I want to pick up a set of tablecloths to use for when the tables aren't covered by the event.  I was hoping to find a set in royal blue, but it's apparently not a common colour.  I'll have to decide whether or not to get one in black and one in white (which would be a nice contrasting setup), two in black, or two in gray.  I think I'll have to go to a store and actually have a look at some combinations rather than shopping online.

And now it's time to go back to work so I can make my word count for next week.

Thursday, 26 January 2017

Ink Tip: The Process of Accepting Criticism and Edits

What do you mean?  How can my wondrous, amazing and brilliant work of art possibly contain anything even resembling a flaw?


Oh my god!  They finally figured out I'm a complete fraud who doesn't know what I'm doing.  It's only a matter of time before my story is revealed as the garbage I was always afraid it was.

When receiving criticism, chances are that a writer feels one of the two above statements.  Sometimes both in rapid succession.  It doesn't seem to matter whether the criticism is from a random stranger online, a friend or a paid editor.  It doesn't seem to matter how often the author tells him or herself that criticism is an important learning tool and shouldn't be taken personally.  There's always an initial emotional sting.

But receiving criticism is a necessary part of becoming a published author.  Even self-published authors who eschew editing leave themselves open to reviews by the public.  Those who wish to improve their writing skills have to accept criticism, which means leaving emotional reactions behind and learning to apply that criticism to improvement.

So the first step for the author is always to ask his or herself: Is this true?

Is there a grain of truth behind the criticism?  When dealing with a professional editor, whether one assigned by a publishing house or one hired by the author, this is an easy question.  The problem identified is real and needs to be dealt with.  When dealing with other sources of criticism, it can be harder to figure out.  A critique partner, an ARC reader or a independent review may not like your book and it's important to take the time to figure out the reason behind that dislike.

For example, I had one reviewer complain that they didn't like all the strange powers in my stories.  Since I write paranormal romance and urban fantasy, there was little I could do about that particular criticism.  But when my critique partner told me that an early version of my manuscript was unrealistic, I took the time to realize that I hadn't been consistent with how I applied my character's supernatural abilities.  The first critique was a complaint about the type of book I write, while the second was something I needed to improve.

The next step is: What do I do about the problem?

Just because you've accepted there's a problem doesn't mean that you agree with the proposed fix for that problem.  There's not much of a solution to be gleaned from "Your book sucks" but most helpfully-intended criticism includes suggestions for how to improve.  An editor or critique partner may suggest different wording, or a different approach to a scene or character.  It's up the author to decided whether or not that solution works.

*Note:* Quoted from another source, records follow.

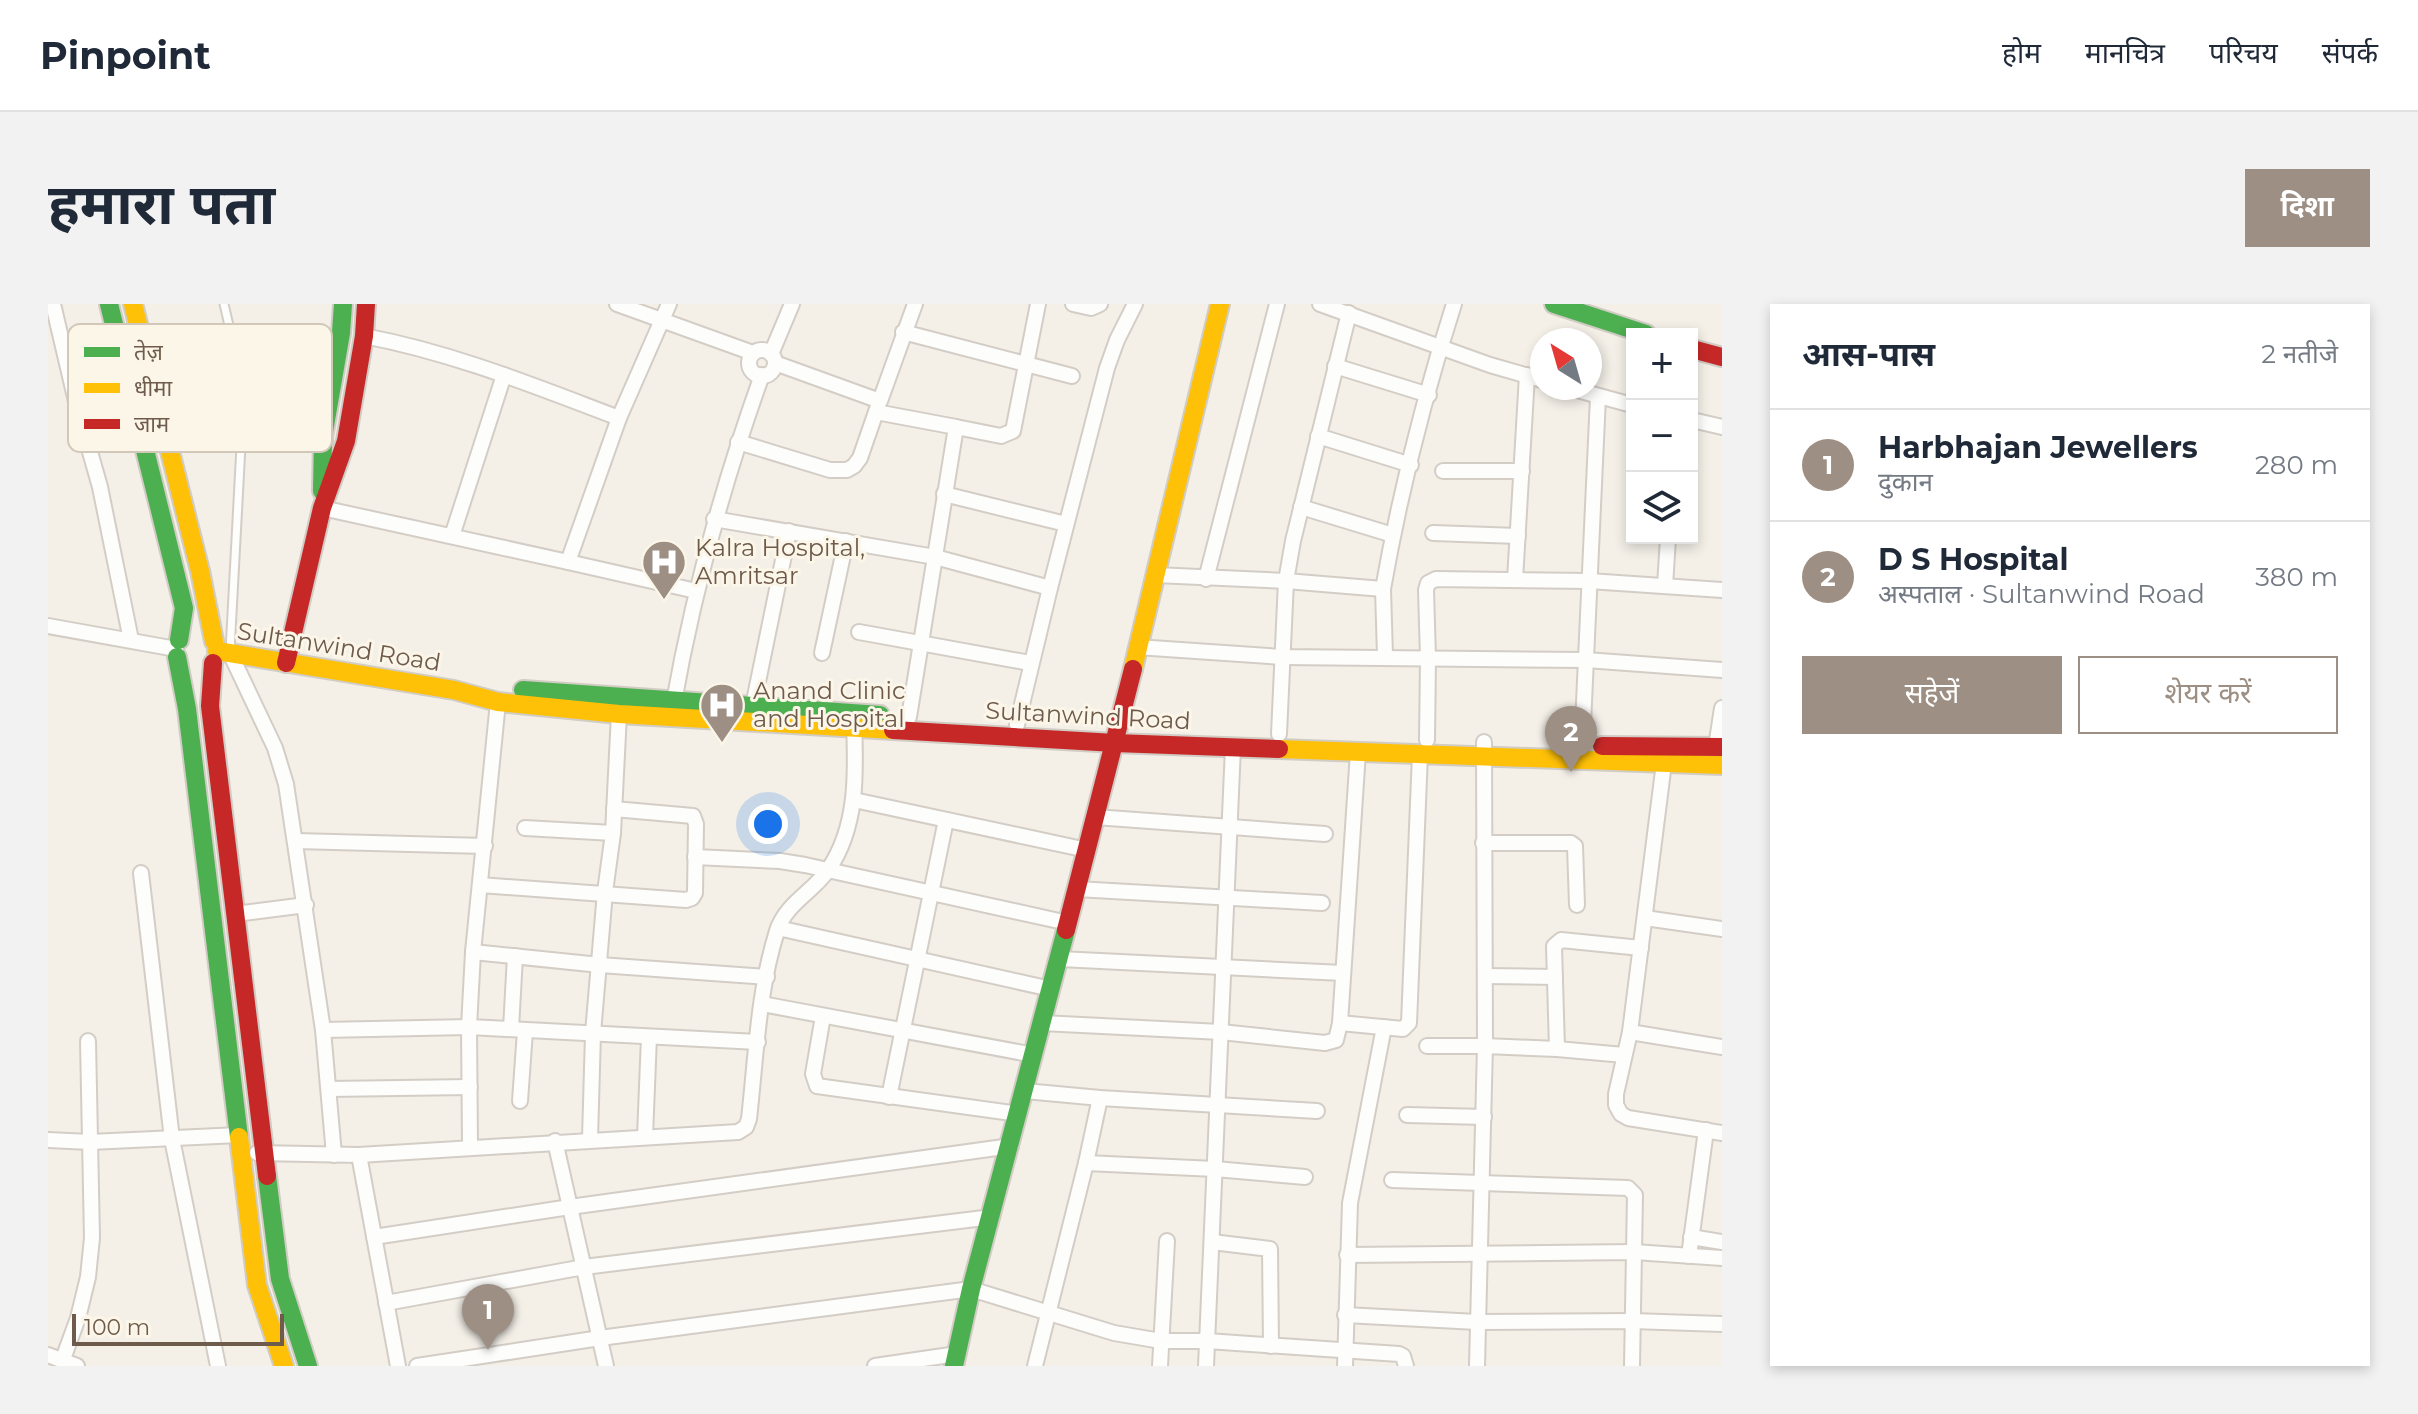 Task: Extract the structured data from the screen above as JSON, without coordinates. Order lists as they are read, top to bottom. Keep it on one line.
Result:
{"streets":{"main road":["Sultanwind Road"]},"places":{"hospital":["Kalra Hospital, Amritsar","Anand Clinic and Hospital"]},"legend":["तेज़","धीमा","जाम"],"scale_bar":"100 m","north":"top left","page":{"header":"Pinpoint","nav":["होम","मानचित्र","परिचय","संपर्क"],"buttons":["दिशा",["सहेजें","शेयर करें"]],"title":"हमारा पता","heading":["आस-पास","2 नतीजे"],"map_buttons":["+","−"],"list":[{"mark":"1","name":"Harbhajan Jewellers","note":"दुकान","value":"280 m"},{"mark":"2","name":"D S Hospital","note":"अस्पताल · Sultanwind Road","value":"380 m"}],"pins":["2","1"],"scale":"100 m"}} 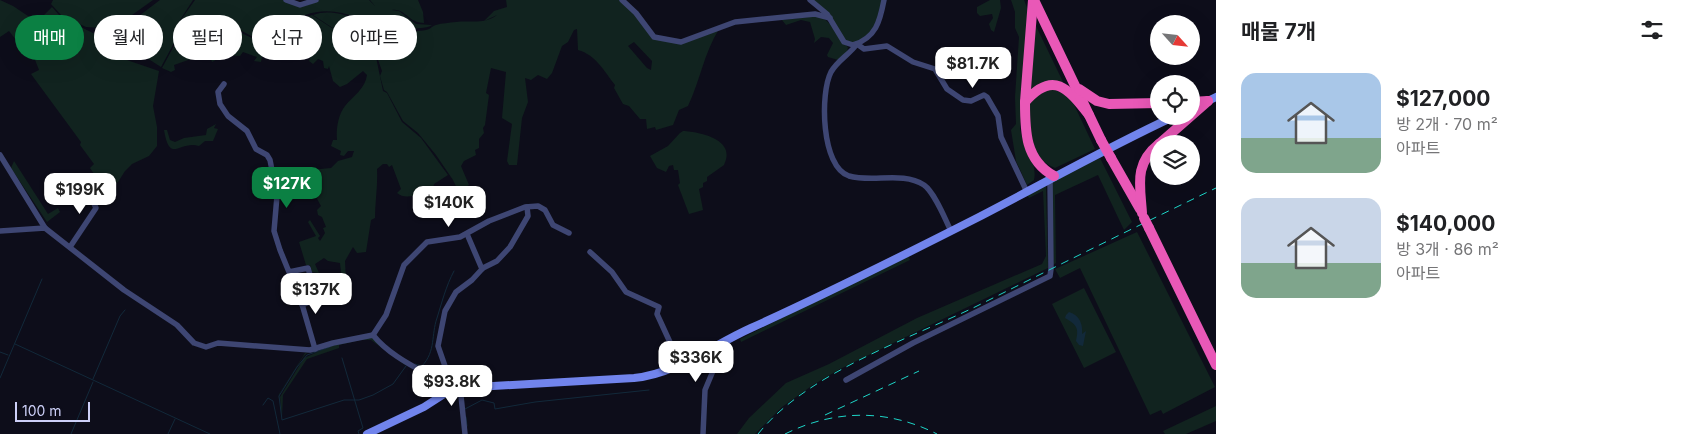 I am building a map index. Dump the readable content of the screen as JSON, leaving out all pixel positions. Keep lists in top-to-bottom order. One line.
{"scale_bar":"100 m","north":"bottom right","page":{"heading":"매물 7개","chip":["매매","월세","필터","신규","아파트"],"price":["$81.7K","$127K","$199K","$140K","$137K","$336K","$93.8K"],"list":[{"name":"$127,000","note":"방 2개 · 70 m² · 아파트"},{"name":"$140,000","note":"방 3개 · 86 m² · 아파트"}],"scale":"100 m"}} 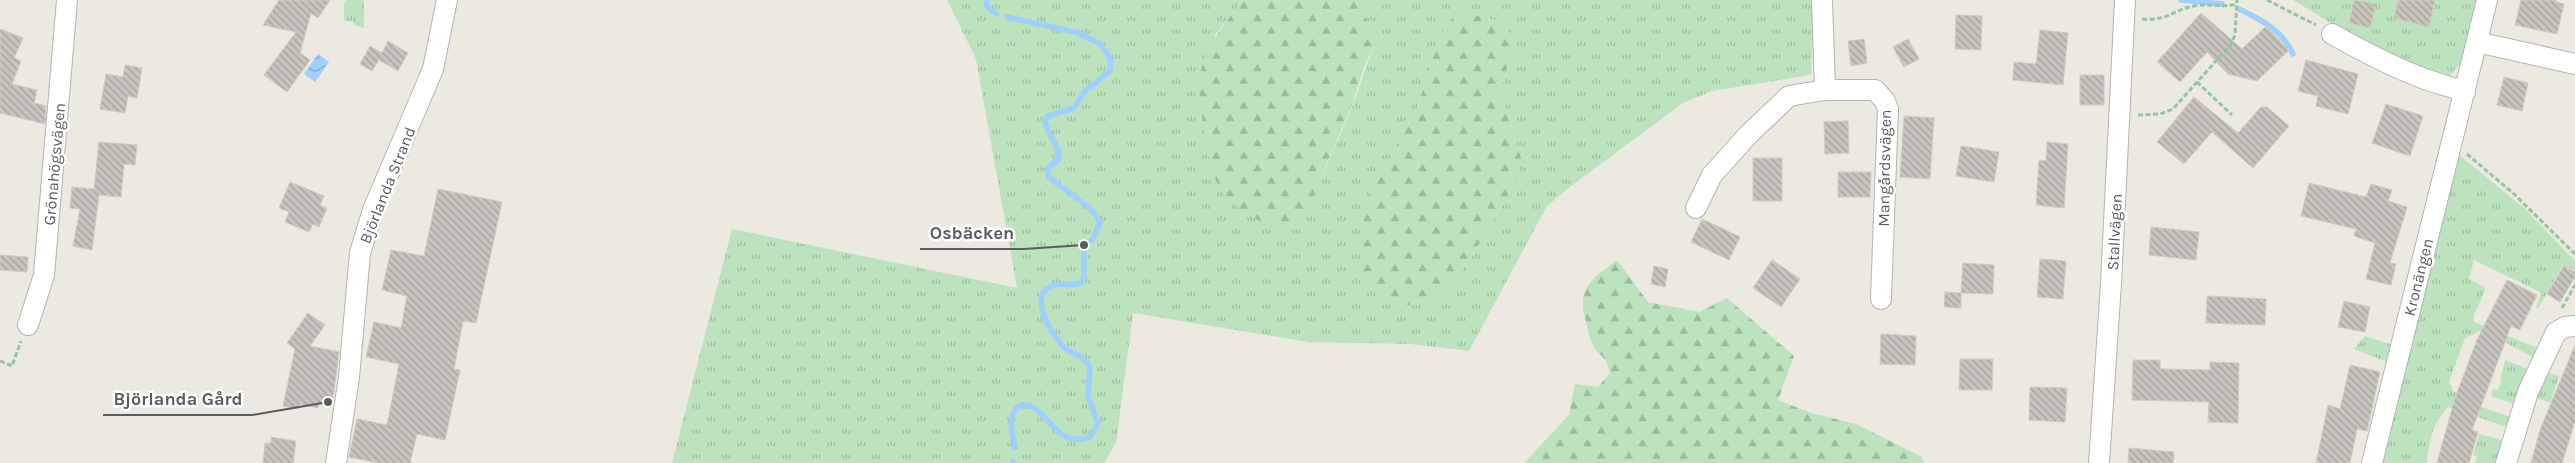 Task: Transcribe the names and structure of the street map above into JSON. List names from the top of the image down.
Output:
{
  "streets": {
    "street": [
      "Grönahögsvägen",
      "Mangårdsvägen",
      "Björlanda Strand",
      "Stallvägen",
      "Kronängen"
    ]
  },
  "places": ["Osbäcken", "Björlanda Gård"]
}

This is where the delicate balance between accepting other people's input and protecting your own voice as an author comes in.  I've always loved creative wordplay and often make up my own words or use unusual terms for description.  In my first book, I used the word "eeling" to describe a character moving quickly through a narrow space.  My editor flagged it as being used too often in the manuscript.  I checked and discovered I'd used it twice, once for my heroine and once for a character who only appeared in a single scene.  But I realized the editor was right.  The word was distinctive enough to stand out, even if only used twice.  So I kept it for my heroine and changed it in the other scene.

Last but not least is the trickiest step.  Is it a standard or an opinion?

Editors often use a particular style manual to ensure consistent punctuation, grammar and formatting.  Mine uses the Chicago Manual of Style.  But the problem is that English is a constantly evolving language and the rules are always in flux.

For example, when including a texting conversation in my book, I initially put the texts in italics.  My editor said that they should be in quotations, like any conversation.  Per the style manual, my editor is right.  But it didn't look right to me.  But I didn't automatically assume that I was correct.  I checked with other authors and did research to see which formats are commonly used.

In deciding to go against the style manual, I'm going out on a limb.  There will be people who look at the book and will think that I've done something wrong.  But I'm willing to take that risk because I think the standards are evolving and italics will become the acceptable standard in the future.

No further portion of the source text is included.